= Year-round school in the United States =

Year-round school is the practice of having students attend school without the traditional summer vacation, which is believed to have been made necessary by agricultural practices in the past. The agrarian school calendar consisted of a short winter and a short summer could help with planting in the spring and harvest in the fall. In cities, schools were open most of the year; for example, in 1842, New York City schools were open 248 days a year, although school attendance was not yet mandatory. Now, as of 2024, there are usually 180 days per total school year. Summers were very hot before air conditioning was invented, so upper class and eventually middle-class families would flee the cities and take their children to the countryside, so schools in cities eventually started taking summers off. In the late 19th century, a push was made for the standardization of urban and rural school calendars, and the modern system was created. 10 percent of US public schools are currently using a year-round calendar. A research spotlight on year-round education discusses the year-round calendar. The basic year-round calendar generates through a 45-15 ratio. This refers to students staying in school for 45 days but then getting 15 days of break. Students do not receive the traditional summer vacation, but instead they have more frequent breaks through the entire year.

Switching to year-round schooling has some positive effects, such as allowing the opportunity for teachers to have a year-round job and more time to plan lessons and class activities while not taking as long to reteach information that students are unable to retain over their summer break, along with giving students more frequent breaks throughout the year. Some families are in favor of the year-round calendar because they are allowed to take vacations at different times of the year rather than specific timeframes. This also allows families to spend more time together.
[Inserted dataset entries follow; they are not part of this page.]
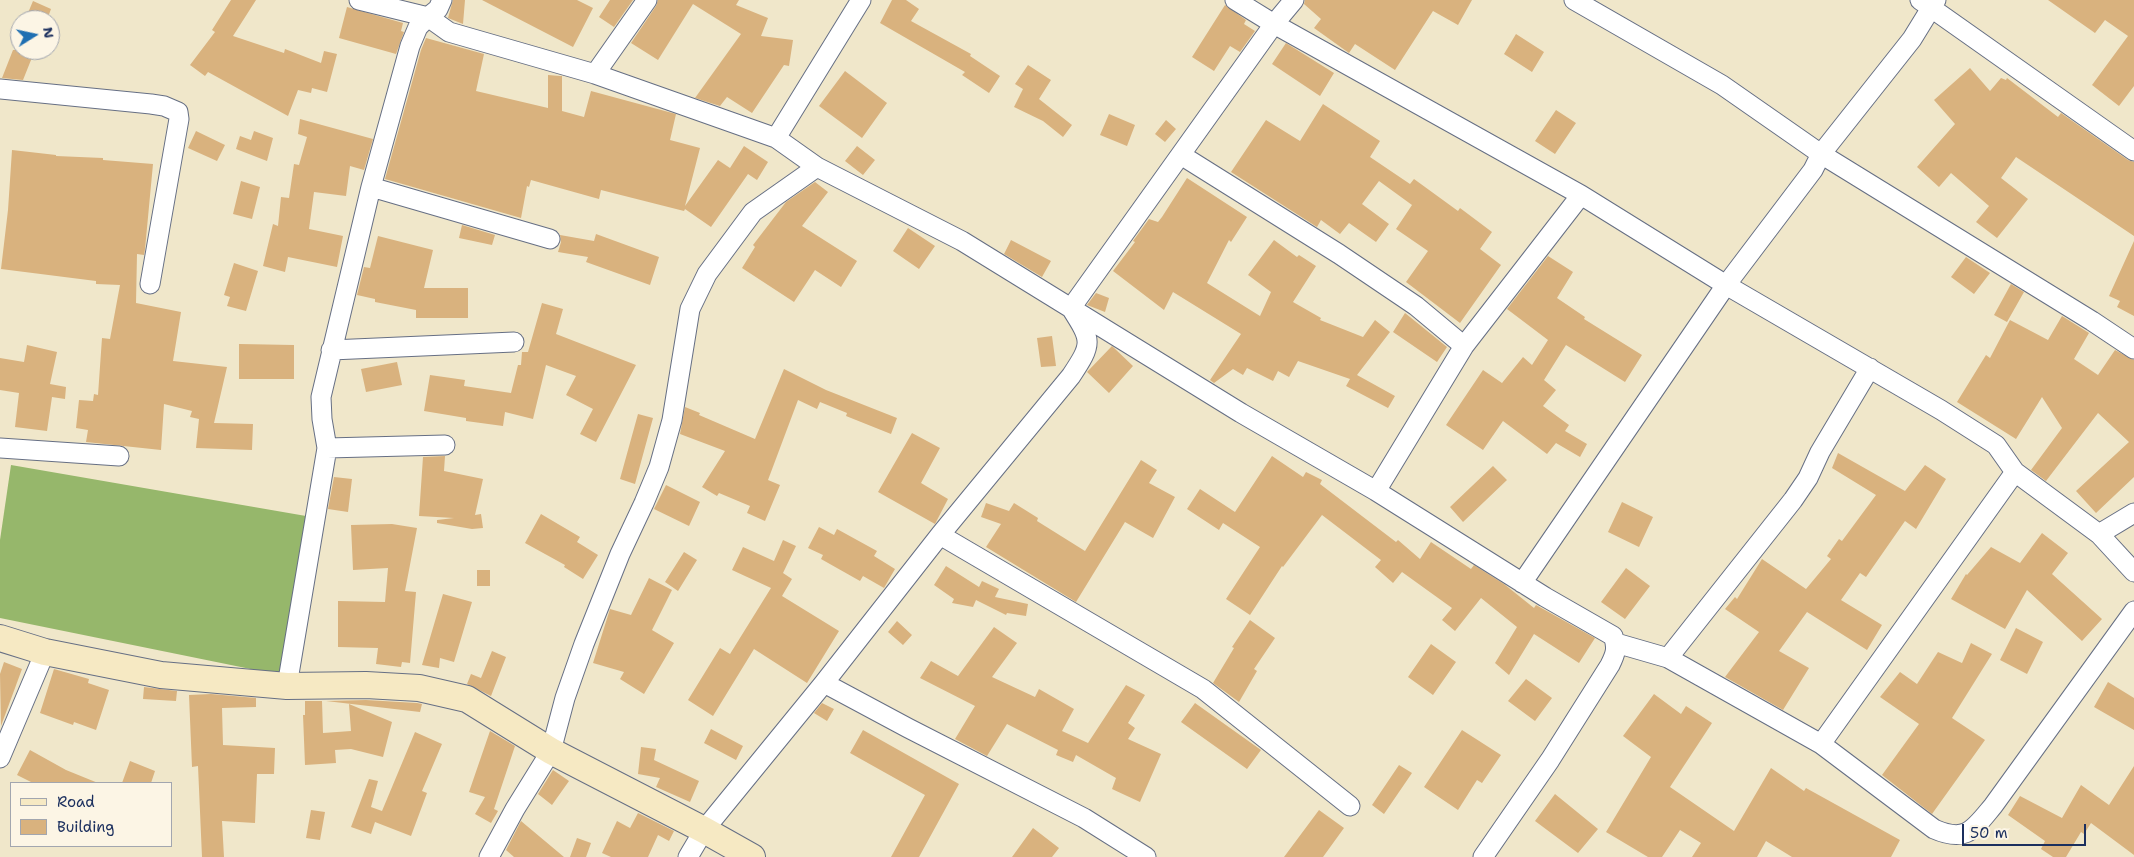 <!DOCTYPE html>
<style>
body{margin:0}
#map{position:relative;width:2134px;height:857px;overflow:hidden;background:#f0e7ca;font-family:"Shantell Sans",sans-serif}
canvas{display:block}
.legend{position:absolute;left:10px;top:782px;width:162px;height:65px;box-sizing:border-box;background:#fcf5e5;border:1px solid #a2a6af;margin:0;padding:6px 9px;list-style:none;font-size:15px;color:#1b2f5e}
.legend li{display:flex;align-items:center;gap:10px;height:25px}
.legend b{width:25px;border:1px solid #a2a6af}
.north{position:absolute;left:10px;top:10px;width:50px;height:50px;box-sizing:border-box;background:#fcf5e5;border:1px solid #a2a6af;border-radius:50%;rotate:80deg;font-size:14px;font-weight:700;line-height:20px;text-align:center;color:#1b2f5e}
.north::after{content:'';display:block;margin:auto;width:18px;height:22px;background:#1f6fb2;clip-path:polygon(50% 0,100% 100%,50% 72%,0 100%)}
.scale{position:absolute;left:1962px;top:824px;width:124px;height:22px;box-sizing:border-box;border:2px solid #1b2f5e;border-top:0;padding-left:6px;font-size:15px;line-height:18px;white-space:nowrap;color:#1b2f5e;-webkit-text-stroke:4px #fcf5e5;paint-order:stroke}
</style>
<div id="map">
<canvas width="2134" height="857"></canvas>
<ul class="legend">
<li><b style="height:6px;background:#f6e9c3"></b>Road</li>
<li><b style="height:14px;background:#d9b27e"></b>Building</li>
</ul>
<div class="north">N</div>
<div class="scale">50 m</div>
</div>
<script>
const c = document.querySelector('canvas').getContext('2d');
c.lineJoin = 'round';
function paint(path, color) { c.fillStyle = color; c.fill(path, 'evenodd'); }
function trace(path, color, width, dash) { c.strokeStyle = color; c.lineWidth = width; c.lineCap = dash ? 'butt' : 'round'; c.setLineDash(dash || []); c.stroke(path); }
paint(new Path2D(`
 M11 465 306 516 285 676 0 618V540Z`), '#96b76b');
paint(new Path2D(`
 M231 0H256L233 36 284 53 285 49 321 63 324 51 337 54 327 92 312 88 311 93 298 90 288 116 208 72 205 76 190 65 215 32 212 30Z
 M453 0H465L463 24 448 18Z
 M482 0H577L593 8 573 47Z
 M610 0H633L614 27 599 17Z
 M658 0H739L736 5 768 18 761 36 793 40 789 66 784 65 752 113 727 97 720 106 695 98 741 34 693 4 658 60 631 43 656 6Z
 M892 0H906L919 9 911 21 971 54 970 56 1000 76 989 93 962 75 965 72 880 23Z
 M1305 0H1472L1458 25 1433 11 1395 70 1355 44 1349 53 1314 28 1321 19 1304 4Z
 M2048 0H2134V86L2119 106 2092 85 2128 36 2105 20 2095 33Z
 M33 1 51 9 47 20H25Z
 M1225 5 1246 20 1244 24 1255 31 1240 52 1230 46 1214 71 1192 57Z
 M347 7 403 23 401 31 404 32 396 54 339 38Z
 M1516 34 1544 52 1532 72 1504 54Z
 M426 38 484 54 476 91 548 108V75L560 76H562V111L584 117 591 91 676 114 670 140 700 148 685 206 718 160 730 168 744 146 768 162 757 180 748 174 711 227 685 209 684 211 601 190 599 199 531 180 529 187 527 186 521 218 385 179 421 50Z
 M1286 43 1334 73 1320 96 1272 64Z
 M13 50H35L23 80 2 78Z
 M1028 65 1051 80 1039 99 1072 125 1063 137 1043 121 1014 107 1023 89 1015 84Z
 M1970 68 1990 91 2001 78 2006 80 2007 78 2058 117 2061 113 2128 160 2134 162V236L2016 157 2001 178 2028 199 1997 238 1976 222 1989 206 1951 173 1939 187 1917 167 1955 124 1934 100Z
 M845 71 887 103 862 138 819 106Z
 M1323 104 1380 141 1370 157 1410 184 1414 179 1458 211 1460 208 1492 232 1480 249 1501 265 1460 323 1406 282 1428 251 1396 229 1412 205 1379 181 1362 204 1389 224 1376 242 1349 223 1340 234 1321 220 1317 227 1231 172 1266 120 1300 141Z
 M1556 110 1576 123 1555 154 1535 141Z
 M1109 114 1135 125 1127 146 1100 135Z
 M300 119 373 139 364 170 350 166 346 196 314 192 309 229 343 236 337 267 288 257 285 272 263 266 273 224 278 226 281 197 289 198 294 164 299 165 307 137 298 134Z
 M1166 120 1176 129 1165 142 1155 134Z
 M196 131 225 145 217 161 188 148Z
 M254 131 273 138 267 161 236 149 240 136 251 140Z
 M857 146 875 160 863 175 845 161Z
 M12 150 56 155V156L103 158V160L153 164 145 249 144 255 137 254 136 303 181 312 173 361 227 367 214 423 253 424 252 450 196 448 199 419 190 417 192 411 164 404 161 450 86 442 88 430 76 428 79 400 93 401 94 394 98 395 102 338 110 339 120 285 96 284V281L1 269 8 210Z
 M1187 178 1247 217 1231 242 1229 240 1207 283 1260 316 1271 292 1248 275 1274 240 1297 257 1299 255 1316 266 1293 302 1321 318 1320 320 1363 337 1375 320 1390 332 1357 375 1395 396 1388 408 1346 386 1350 379 1298 361 1289 377 1278 371 1273 381 1247 368 1243 375 1233 369 1214 383 1210 380 1241 334 1173 292 1164 310 1113 271 1135 242 1133 241 1149 219 1158 222 1162 217Z
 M241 181 260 187 252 219 233 214Z
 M815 182 828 192 802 226 857 261 841 287 815 270 794 302 742 268 755 247 753 245 786 202Z
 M462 225 495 235 492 245 459 238Z
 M908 228 935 246 919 269 893 251Z
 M596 234 659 257 650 285 586 262 588 257 558 252 561 242 560 235 594 241Z
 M378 236 433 250 424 288H468V318H416V310L375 302V299L357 295 364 267 370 268Z
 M1011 240 1051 261 1042 277 1004 254Z
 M2134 241V316L2117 307 2120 301 2109 296Z
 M1548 256 1573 272 1557 298 1585 317 1584 319 1642 355 1625 382 1566 345 1544 380 1556 390 1543 406 1569 425 1565 431 1587 444 1580 457 1556 443 1547 454 1503 421 1483 450 1446 425 1483 370 1502 383 1523 357 1532 365 1548 340 1507 309Z
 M1966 257 1990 273 1974 294 1951 277Z
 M234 263 258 271 246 311 227 306 230 297 224 295Z
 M2011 284 2024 292 2007 322 1994 315Z
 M1096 293 1109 298 1105 312 1087 305Z
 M542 303 563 309 556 334 636 365 596 442 580 434 593 409 566 395 576 376 546 365 533 419 505 412 503 426 466 421V418L424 411 430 375 465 380 464 386 511 393 518 365H521L522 352H528Z
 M1405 313 1447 347 1437 362 1393 332Z
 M2062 316 2089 333 2074 359 2098 375 2115 350 2134 360V477L2096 513 2076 491 2129 442 2098 413 2046 481 2031 470 2062 428 2042 397 2016 439 1957 402 1986 355 1990 358 2010 320 2048 340Z
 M1052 336 1056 366 1041 367 1037 338Z
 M239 344 294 345V379H239Z
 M27 345 57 352 50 384 66 387 65 399 52 397 47 431 15 427 19 393 0 390V358L24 362Z
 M1112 346 1133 366 1109 393 1087 372Z
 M397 362 402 385 366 392 361 369Z
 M784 369 826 390 897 418 891 434 846 416 847 413 820 402 817 409 798 400 768 480 780 485 765 521 747 513 750 506 719 493 717 496 702 487 725 451 680 434 685 407 700 413 699 415 755 439Z
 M638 414 653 418 635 484 620 479Z
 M912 433 940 448 921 483 948 499 935 524 878 492Z
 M1838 453 1905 491 1925 465 1946 479 1916 529 1905 521 1866 577 1860 573 1841 600 1882 625 1867 650 1807 612 1779 651 1809 668 1783 710 1725 677 1759 632 1725 609 1735 597 1737 599 1762 559 1806 589 1831 559 1827 556 1839 539 1842 541 1876 495 1832 468Z
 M445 456 444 471 483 479 475 515 481 514 483 528 472 529 437 523V520L454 518 419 516 423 457Z
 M1272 456 1303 477 1306 472 1322 480 1320 484 1396 542 1398 540 1420 559 1431 542 1471 569 1474 565 1504 584 1534 608 1536 605 1595 638 1579 663 1534 634 1509 675 1495 663 1517 627 1481 598 1455 631 1442 620 1452 608 1402 572 1393 583 1375 567 1381 560 1322 515 1283 567 1282 566 1250 615 1226 599 1260 547 1223 523 1219 530 1187 509 1200 489 1235 512Z
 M1141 460 1157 470 1149 483 1175 497 1153 538 1125 522 1076 602 986 547 1001 524 981 517 986 503 1009 511 1014 503 1038 518 1037 521 1085 551Z
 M1493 466 1507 480 1463 522 1450 507Z
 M334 477 352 479 348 512 328 509Z
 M666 485 700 502 689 526 654 509Z
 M1622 502 1653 517 1639 547 1608 532Z
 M541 514 580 537 577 542 598 555 583 579 564 567 565 565 525 543Z
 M392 524 417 528 405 591 416 592 410 663 402 662 401 667 376 664 378 648 338 647V601L385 602 388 568 353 570 351 525Z
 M819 527 834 535 837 529 877 551 874 556 895 569 884 588 863 576 860 581 821 559 823 555 808 548Z
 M2042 533 2068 553 2052 574 2102 619 2082 641 2027 590 2005 629 1951 599 1966 574 1967 575 1991 547 2020 563Z
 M783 540 796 546 783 573 792 579 782 596 839 631 807 683 754 649 713 716 688 700 720 648 730 654 771 588 732 570 743 547 774 561Z
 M684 552 697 560 678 591 665 582Z
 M946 566 979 587 982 581 999 589 995 597 1028 604 1026 616 1007 613 1006 615 976 600 973 607 952 603 954 599 934 585Z
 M1626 568 1650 586 1625 619 1601 602Z
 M477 570H490V586H477Z
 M649 578 672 590 652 630 674 643 644 694 620 679 624 672 593 663 610 609 631 615Z
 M443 594 472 602 454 662 440 658 439 668 422 665Z
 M1250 620 1275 638 1254 669 1257 671 1239 702 1213 683 1234 648 1232 647Z
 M897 621 912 635 903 645 888 632Z
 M994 627 1017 643 992 677 1035 697 1039 689 1074 709 1062 731 1088 743 1126 685 1145 695 1128 723 1135 728 1128 739 1161 754 1140 802 1112 789 1116 778 1076 755 1073 762 1056 755 1058 750 1007 724 987 756 955 739 975 706 920 678 931 661 958 676Z
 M2016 628 2043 642 2027 674 2000 660Z
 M1971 643 1992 654 1952 718 1985 740 1932 814 1882 775 1919 724 1880 697 1900 672 1917 684 1938 652 1962 663Z
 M1431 644 1456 662 1433 695 1408 677Z
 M492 651 506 657 491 696 467 684 471 674 481 678Z
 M4 662 22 669 1 726 0 674Z
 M54 669 89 679 88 683 109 690 96 730 74 722 73 725 40 713Z
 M1526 679 1552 698 1535 721 1508 701Z
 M2108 682 2134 698V730L2094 707Z
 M144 687 177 691 176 701 143 699Z
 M211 694 256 698V707L222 708 223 745 275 748 274 774H257L255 823 222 821 224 857H202L198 766 192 767 189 695Z
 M1654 694 1681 714 1686 706 1712 723 1670 787 1734 831 1771 768 1804 791 1806 788 1900 840 1891 857H1792L1766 841 1757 857H1692L1701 843 1680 830 1662 857H1648L1606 832 1651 757 1623 736Z
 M366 700 417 703 422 704 420 712 326 701Z
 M305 701H322L323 733 351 731 349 704 392 722 383 757 351 749 335 750 336 763 305 765 303 715H305Z
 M822 703 834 709 827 721 814 713Z
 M1195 703 1261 750 1247 769 1181 722Z
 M711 729 743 746 736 760 704 743Z
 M863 730 959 784 919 857H891L925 795 850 753Z
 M1462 730 1501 755 1482 783 1477 780 1458 810 1424 787Z
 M490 731 515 746 494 809 498 811 491 823 475 814 485 797 469 792Z
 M415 732 442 744 422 791 427 793 411 836 375 822 371 834 351 827 369 779 378 781 371 807 382 811Z
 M641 747 656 749 654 760 699 781 690 802 656 787 660 778 638 774Z
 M30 750 66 770 98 783H33L17 775Z
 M130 761 155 771 151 783H122Z
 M1399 765 1412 773 1384 814 1372 805Z
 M2134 766V855L2091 823 2084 834 2081 832 2066 857H2053L2041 849 2045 841 2008 815 2020 796 2062 818 2081 785 2109 805Z
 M553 770 569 781 552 805 538 794Z
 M1555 794 1598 829 1578 853 1535 821Z
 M311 810 325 812 320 840 306 838Z
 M1319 810 1344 828 1323 857H1284Z
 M638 813 674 831 669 841 658 835 648 857H611L602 853 617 821 630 828Z
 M521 821 564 857H514L506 850Z
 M1033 828 1059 848 1052 857H1012Z
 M577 838 591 843 586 857H570Z`), '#d9b27e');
const street = new Path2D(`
 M442 0 438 9 428 17 449 32 595 74 776 138 817 167 962 241 1241 413 1376 491 1545 597 1613 636C1618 648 1615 655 1610 665L1550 760 1483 857
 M1235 0 1274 24 1581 195 1726 285 1941 410 1996 445 2015 472 2099 534 2134 572
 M1574 0 1722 85 1821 154 2092 321 2134 349
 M1920 0 2134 151
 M595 74 647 0
 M0 89 151 104 164 106 178 112 179 119 150 284
 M776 138 861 0
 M1181 155 1339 254 1416 306 1464 346
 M371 187 550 239
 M331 350 514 342
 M0 448 119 456
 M327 448 445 445
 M1376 491 1464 346 1581 195
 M2099 534 2134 513
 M940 535 1203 689 1350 806
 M1522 583 1726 285 1813 170 1821 154 1912 39 1936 0
 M1616 643 1668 658 1821 744 1934 829C1966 843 1973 830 1993 806L2134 611
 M1668 658 1793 500 1808 478 1820 452 1870 368
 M824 683 908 728 1084 818 1146 857
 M287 686 327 448 322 419 321 397 371 187 410 46 418 27 428 17 359 0
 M1821 744 2015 472
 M0 758 45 652
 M489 857 515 809 551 751 565 698 584 644 620 554 644 503 659 467 672 420 690 309 707 274 753 212 817 167
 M688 857 704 830 824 683 940 535 1071 376C1093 343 1092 341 1071 308L1274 24 1294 0`);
const secondary = new Path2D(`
 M0 638 45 652 161 675 287 686 366 685 419 688 467 699 551 751 704 830 752 857`);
trace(street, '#666f84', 21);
trace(secondary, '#666f84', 28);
trace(street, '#fff', 19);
trace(secondary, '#f6e9c3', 26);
</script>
Another purpose of year-round schooling is to decrease overcrowding. Some schools operate on three different cycles of school which would have three groups going to school at different times. This would allow for a larger number of students to attend the same school while not having large class sizes. When this happens, it also allows for the school to be in constant use, rather than being unoccupied during breaks and summer.

A 2016 review summarized research on year-round schools as follows:

"Although year-round calendars do increase summer learning, they reduce learning at other times of year, so that the total amount learned over a 12-month period is no greater under a year-round calendar than under a nine-month calendar."
— Paul von Hippel, The Summer Slide (2016)

Year-round calendars can offer a way to reduce school crowding. A crowded school can adopt a multi-track year-round calendar, which staggers students so that different groups of students attend on different calendars, or "tracks", with some students attending while others are on break. In this way, the school can handle more students than it could if all students needed to be in school at the same time. Multi-track year-round calendars have been used to reduce crowding in California, greater Las Vegas, and greater Raleigh, North Carolina, among other places.

Compared to other ways to handle crowding—such as busing or portable classrooms—multi-track year-round calendars can be relatively inexpensive. However, if schools are open for longer, the operating and maintenance costs may increase by up to 10 percent.

However, businesses that rely on summer leisure time are not in favor of year-round calendars. Summer camps and amusement parks often lead political opposition to year-round calendars, but some opposition is led by upper middle-class parents who value summer vacations. Rural areas rarely use year-round calendars because they conflict with farms' need for youth labor in summer.